Data entries:

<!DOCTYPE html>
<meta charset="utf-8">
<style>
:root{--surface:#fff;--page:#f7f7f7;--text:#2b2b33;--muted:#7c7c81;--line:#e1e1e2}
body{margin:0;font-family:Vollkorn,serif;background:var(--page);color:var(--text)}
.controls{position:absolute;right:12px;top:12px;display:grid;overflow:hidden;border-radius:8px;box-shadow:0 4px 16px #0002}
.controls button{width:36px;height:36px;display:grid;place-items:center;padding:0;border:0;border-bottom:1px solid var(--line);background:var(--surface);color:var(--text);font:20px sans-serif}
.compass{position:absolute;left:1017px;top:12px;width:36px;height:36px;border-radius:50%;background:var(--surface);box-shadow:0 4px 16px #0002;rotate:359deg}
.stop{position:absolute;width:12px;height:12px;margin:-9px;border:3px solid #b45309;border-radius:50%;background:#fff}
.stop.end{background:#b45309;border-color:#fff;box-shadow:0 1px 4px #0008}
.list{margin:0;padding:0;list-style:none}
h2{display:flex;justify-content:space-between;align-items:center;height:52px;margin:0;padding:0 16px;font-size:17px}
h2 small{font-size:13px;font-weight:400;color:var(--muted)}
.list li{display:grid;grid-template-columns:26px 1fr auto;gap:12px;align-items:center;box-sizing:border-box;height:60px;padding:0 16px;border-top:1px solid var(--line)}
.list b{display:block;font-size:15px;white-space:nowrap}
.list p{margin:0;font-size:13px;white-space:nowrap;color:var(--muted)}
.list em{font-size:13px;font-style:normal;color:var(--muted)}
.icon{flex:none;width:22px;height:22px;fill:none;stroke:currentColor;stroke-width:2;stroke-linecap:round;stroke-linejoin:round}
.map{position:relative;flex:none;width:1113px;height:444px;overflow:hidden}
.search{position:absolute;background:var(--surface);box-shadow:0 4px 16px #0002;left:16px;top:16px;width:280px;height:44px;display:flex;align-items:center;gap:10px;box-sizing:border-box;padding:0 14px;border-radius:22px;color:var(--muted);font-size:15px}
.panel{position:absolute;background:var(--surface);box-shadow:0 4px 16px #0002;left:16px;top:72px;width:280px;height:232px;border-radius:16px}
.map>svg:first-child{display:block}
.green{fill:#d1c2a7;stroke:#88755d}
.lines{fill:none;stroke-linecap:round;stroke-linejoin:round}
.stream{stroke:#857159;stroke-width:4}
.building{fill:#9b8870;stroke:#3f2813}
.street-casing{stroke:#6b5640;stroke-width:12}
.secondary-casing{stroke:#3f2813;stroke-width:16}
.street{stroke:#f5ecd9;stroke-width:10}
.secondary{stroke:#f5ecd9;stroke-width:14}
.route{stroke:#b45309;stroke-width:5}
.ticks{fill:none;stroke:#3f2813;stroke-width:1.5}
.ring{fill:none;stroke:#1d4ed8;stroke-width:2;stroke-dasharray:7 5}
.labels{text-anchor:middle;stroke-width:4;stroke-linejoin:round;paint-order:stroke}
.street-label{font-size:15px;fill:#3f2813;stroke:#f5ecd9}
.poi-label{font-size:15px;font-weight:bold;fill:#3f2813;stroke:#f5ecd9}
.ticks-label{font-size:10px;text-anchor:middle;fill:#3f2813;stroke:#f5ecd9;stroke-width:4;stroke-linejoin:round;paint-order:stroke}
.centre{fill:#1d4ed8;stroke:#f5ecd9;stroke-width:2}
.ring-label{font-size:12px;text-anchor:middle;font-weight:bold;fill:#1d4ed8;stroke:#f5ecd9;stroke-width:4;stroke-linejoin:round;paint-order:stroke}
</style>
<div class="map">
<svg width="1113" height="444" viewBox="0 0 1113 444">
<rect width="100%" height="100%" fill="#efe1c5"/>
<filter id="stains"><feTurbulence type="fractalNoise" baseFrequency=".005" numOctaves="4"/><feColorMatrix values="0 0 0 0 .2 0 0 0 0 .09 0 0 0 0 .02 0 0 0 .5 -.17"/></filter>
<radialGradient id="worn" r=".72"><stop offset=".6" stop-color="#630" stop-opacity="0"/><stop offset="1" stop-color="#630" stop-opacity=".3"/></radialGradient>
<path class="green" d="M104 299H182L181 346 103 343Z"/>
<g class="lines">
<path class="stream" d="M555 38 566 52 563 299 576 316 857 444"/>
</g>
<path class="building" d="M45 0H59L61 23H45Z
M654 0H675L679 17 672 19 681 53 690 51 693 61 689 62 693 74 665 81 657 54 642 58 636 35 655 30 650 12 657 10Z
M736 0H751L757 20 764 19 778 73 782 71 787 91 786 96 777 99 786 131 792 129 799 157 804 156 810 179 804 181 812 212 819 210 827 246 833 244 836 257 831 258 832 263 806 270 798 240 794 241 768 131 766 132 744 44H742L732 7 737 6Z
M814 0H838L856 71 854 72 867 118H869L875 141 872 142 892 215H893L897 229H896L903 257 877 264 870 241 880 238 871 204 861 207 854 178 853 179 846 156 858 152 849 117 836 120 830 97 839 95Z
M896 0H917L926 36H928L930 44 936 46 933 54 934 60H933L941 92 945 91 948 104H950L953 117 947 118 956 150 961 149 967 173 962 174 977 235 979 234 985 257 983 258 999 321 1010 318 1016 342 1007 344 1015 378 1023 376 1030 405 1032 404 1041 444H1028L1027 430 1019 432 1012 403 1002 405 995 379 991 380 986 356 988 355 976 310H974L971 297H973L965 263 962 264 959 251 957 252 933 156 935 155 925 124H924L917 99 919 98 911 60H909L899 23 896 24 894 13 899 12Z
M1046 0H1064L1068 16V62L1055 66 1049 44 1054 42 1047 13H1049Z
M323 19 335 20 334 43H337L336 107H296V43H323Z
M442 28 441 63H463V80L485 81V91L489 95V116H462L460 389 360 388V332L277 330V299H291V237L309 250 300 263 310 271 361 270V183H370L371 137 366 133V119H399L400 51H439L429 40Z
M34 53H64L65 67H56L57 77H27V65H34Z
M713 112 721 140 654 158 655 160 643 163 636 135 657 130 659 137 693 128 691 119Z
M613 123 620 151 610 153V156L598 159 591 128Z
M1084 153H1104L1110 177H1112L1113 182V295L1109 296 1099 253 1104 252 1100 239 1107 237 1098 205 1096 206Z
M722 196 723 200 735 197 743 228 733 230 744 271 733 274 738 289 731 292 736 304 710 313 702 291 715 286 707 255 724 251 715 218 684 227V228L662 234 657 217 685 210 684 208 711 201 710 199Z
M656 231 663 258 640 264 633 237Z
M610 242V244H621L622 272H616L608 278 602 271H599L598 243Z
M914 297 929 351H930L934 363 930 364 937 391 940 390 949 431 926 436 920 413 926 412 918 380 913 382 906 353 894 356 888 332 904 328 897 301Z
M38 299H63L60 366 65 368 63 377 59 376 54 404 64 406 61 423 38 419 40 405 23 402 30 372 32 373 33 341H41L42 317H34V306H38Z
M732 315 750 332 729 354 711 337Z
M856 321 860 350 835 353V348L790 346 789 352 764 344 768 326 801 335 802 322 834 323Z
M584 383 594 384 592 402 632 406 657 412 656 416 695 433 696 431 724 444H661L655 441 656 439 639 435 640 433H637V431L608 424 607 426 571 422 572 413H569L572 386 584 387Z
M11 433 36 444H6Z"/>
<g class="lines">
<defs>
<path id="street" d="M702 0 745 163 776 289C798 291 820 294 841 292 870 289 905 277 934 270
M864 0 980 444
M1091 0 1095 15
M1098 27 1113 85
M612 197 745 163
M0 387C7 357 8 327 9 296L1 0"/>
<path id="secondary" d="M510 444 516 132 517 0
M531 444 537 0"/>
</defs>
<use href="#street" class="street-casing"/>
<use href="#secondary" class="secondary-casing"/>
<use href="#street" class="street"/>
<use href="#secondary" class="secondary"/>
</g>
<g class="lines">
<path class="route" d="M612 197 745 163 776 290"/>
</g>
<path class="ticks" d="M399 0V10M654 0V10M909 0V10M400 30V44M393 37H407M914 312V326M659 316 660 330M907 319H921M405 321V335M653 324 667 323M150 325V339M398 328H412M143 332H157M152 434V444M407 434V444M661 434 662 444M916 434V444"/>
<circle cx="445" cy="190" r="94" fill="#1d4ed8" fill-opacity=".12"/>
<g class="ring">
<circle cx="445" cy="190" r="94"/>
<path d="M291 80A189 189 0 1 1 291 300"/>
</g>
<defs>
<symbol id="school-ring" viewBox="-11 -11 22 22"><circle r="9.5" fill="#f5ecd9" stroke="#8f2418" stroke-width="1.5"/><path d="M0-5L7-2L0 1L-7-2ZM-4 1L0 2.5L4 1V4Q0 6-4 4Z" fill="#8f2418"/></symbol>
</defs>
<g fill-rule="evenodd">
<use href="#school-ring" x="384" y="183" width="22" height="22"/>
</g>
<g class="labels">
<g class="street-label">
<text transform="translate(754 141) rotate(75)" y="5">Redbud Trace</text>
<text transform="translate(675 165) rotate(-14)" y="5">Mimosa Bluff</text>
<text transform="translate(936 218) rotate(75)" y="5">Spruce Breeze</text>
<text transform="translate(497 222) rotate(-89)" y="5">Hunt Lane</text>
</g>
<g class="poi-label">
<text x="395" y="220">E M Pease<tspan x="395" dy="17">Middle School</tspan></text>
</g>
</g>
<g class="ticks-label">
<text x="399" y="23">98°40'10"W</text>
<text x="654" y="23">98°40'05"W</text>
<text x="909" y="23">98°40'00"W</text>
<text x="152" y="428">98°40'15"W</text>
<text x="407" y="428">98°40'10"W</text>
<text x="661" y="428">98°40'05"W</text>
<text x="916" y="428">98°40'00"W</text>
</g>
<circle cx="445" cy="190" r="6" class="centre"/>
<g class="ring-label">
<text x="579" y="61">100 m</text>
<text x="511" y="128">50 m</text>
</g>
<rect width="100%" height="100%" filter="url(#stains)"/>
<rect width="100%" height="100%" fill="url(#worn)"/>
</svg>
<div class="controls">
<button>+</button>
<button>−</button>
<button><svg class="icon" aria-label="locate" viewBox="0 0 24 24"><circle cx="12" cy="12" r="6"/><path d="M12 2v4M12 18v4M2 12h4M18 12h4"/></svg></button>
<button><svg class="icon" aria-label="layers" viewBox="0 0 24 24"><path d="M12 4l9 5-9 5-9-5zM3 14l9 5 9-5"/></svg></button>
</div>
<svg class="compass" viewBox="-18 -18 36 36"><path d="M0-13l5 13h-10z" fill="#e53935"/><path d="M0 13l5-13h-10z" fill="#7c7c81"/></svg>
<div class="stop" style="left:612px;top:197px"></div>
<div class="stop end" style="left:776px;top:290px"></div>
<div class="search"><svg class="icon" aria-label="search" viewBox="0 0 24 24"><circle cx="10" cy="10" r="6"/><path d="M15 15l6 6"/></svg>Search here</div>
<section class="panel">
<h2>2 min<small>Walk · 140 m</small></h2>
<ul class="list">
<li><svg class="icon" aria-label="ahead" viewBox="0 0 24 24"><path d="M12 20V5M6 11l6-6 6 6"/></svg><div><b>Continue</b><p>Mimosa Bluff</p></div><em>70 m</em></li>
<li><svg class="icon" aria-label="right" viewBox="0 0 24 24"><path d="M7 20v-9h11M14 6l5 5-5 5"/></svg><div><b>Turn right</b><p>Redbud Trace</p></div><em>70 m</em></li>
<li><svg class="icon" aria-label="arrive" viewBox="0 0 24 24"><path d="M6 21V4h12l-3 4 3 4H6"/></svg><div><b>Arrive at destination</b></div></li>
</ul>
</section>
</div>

**Problem**
The answer must be the lines from the one containing "<h2>2 min<small>Walk · 140 m</small></h2>" through the last line of the records, copied exactly, with nothing else.

**Written solution**
<h2>2 min<small>Walk · 140 m</small></h2>
<ul class="list">
<li><svg class="icon" aria-label="ahead" viewBox="0 0 24 24"><path d="M12 20V5M6 11l6-6 6 6"/></svg><div><b>Continue</b><p>Mimosa Bluff</p></div><em>70 m</em></li>
<li><svg class="icon" aria-label="right" viewBox="0 0 24 24"><path d="M7 20v-9h11M14 6l5 5-5 5"/></svg><div><b>Turn right</b><p>Redbud Trace</p></div><em>70 m</em></li>
<li><svg class="icon" aria-label="arrive" viewBox="0 0 24 24"><path d="M6 21V4h12l-3 4 3 4H6"/></svg><div><b>Arrive at destination</b></div></li>
</ul>
</section>
</div>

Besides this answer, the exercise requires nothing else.